Children are especially hard hit: More than 16 million U.S. children—21.9 percent of the population—live in households struggling to put food on the table. That's one of every five kids. And more than 7 million children suffer deep poverty. More families today rely on food stamps (now called the Supplemental Nutrition Assistance Program or SNAP) than in past years, and 47 percent of SNAP participants are children under 18 (U.S. Department of Agriculture, 2012).

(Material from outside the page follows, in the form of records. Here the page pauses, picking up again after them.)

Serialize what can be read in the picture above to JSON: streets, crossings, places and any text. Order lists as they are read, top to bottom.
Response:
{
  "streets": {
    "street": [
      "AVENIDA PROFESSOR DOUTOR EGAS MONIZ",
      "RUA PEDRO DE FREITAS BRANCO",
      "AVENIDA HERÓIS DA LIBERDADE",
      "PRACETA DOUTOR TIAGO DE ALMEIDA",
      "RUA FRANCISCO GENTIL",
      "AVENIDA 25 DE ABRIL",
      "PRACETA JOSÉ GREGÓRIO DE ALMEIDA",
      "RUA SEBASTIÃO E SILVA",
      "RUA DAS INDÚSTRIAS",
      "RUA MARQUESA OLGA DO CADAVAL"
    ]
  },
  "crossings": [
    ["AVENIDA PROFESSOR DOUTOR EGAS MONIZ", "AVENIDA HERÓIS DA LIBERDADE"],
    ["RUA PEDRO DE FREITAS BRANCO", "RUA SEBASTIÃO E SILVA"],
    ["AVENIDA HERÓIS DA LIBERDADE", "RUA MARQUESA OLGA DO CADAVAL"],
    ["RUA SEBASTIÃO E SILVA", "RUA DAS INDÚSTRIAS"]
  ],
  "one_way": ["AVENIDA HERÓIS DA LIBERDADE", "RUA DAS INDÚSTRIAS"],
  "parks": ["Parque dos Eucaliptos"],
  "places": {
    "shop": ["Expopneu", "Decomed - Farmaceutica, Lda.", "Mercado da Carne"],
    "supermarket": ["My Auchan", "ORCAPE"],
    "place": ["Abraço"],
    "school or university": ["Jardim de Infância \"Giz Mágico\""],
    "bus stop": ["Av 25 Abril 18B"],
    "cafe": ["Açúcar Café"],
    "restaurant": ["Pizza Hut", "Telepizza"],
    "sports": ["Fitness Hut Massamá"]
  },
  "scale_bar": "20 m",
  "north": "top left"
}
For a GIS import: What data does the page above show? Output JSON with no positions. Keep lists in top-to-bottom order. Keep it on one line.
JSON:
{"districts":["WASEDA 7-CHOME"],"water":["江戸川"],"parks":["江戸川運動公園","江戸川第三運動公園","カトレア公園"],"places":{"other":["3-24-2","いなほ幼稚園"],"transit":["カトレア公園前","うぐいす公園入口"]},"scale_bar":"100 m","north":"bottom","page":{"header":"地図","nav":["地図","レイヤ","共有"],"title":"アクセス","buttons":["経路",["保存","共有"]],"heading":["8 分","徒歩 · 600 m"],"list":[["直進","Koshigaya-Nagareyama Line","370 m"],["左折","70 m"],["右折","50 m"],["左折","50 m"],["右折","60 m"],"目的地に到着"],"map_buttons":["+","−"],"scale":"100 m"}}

That's a lot of statistics, but the picture they paint is simple: One-fifth of U.S. children struggle with hunger. And the faces of those hungry children are familiar to most of us. They're kids we see living in our neighborhoods, playing on our Little League teams, and trying to learn in our classrooms.
A Battle That Can Be Won
Combating childhood hunger in the United States is a battle that can be won. We have enough food. We even have food and nutrition programs to make that food available to families who can't afford it. The trick is cutting through barriers to allow more kids to access these programs and raising awareness of hunger. Share Our Strength works to increase awareness of the spread of hunger throughout the United States—and of programs families can turn to. Many of those programs are based in schools, and there is much school leaders and teachers can do to connect hungry children with programs that provide food.
The stakes are high. When kids get the food they need, they feel better, perform better in school, and have fewer behavior problems.
Teachers on the Front Lines
Teachers are on the front lines in the war against childhood hunger. They spend hours with kids daily and are firsthand witnesses to children's lives.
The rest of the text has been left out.